### Given data

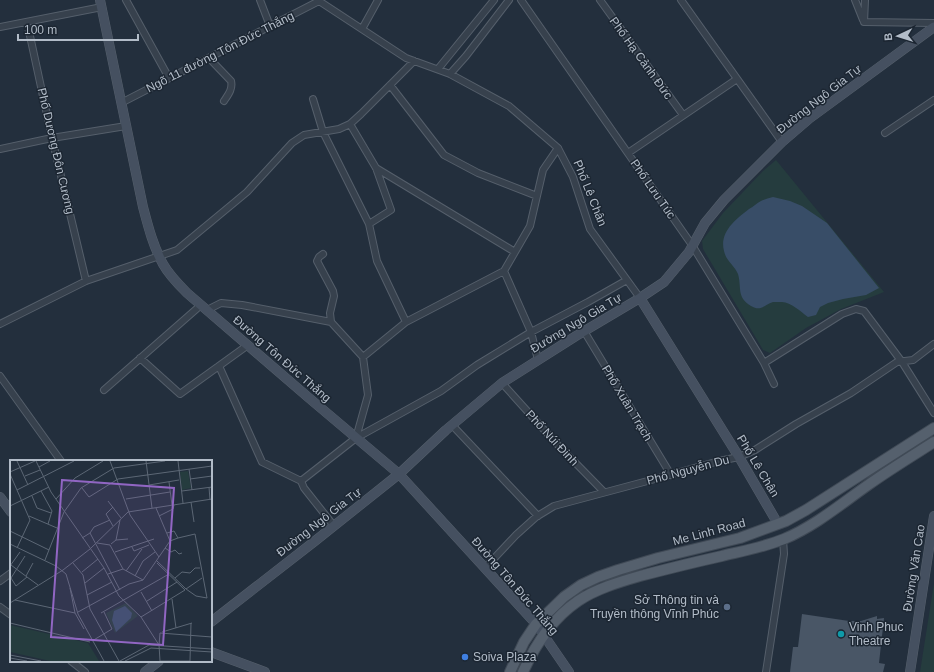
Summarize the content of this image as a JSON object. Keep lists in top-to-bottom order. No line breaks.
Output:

==

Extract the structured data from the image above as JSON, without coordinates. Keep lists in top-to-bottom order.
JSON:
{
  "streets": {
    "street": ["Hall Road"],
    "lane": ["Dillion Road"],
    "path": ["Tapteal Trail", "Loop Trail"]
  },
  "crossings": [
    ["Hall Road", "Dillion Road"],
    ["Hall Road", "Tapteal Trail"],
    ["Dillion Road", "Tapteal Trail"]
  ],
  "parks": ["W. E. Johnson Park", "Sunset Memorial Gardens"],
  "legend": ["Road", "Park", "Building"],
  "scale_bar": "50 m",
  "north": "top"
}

---

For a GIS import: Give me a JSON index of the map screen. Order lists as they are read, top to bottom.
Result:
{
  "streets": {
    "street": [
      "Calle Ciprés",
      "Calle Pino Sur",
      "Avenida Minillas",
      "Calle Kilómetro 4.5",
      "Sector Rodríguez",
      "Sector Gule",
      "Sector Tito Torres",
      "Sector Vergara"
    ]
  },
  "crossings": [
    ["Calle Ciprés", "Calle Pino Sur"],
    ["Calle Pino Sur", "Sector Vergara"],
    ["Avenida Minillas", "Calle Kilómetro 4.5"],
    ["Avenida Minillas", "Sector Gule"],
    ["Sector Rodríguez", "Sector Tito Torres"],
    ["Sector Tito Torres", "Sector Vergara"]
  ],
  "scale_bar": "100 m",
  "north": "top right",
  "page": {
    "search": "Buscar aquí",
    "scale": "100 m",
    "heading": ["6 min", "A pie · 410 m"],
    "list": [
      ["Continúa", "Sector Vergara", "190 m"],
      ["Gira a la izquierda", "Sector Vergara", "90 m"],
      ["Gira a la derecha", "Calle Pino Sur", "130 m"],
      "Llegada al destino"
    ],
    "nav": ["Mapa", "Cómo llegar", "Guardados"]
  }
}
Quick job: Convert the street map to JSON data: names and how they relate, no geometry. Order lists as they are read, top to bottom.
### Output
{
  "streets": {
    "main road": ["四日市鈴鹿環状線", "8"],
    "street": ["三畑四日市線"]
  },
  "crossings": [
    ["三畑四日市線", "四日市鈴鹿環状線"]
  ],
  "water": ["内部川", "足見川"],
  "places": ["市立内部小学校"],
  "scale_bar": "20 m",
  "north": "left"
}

### What to work on
Every line of the listing that holds "image" should be found and copied.

### Answer to this task
Summarize the content of this image as a JSON object. Keep lists in top-to-bottom order. No line breaks.
Extract the structured data from the image above as JSON, without coordinates. Keep lists in top-to-bottom order.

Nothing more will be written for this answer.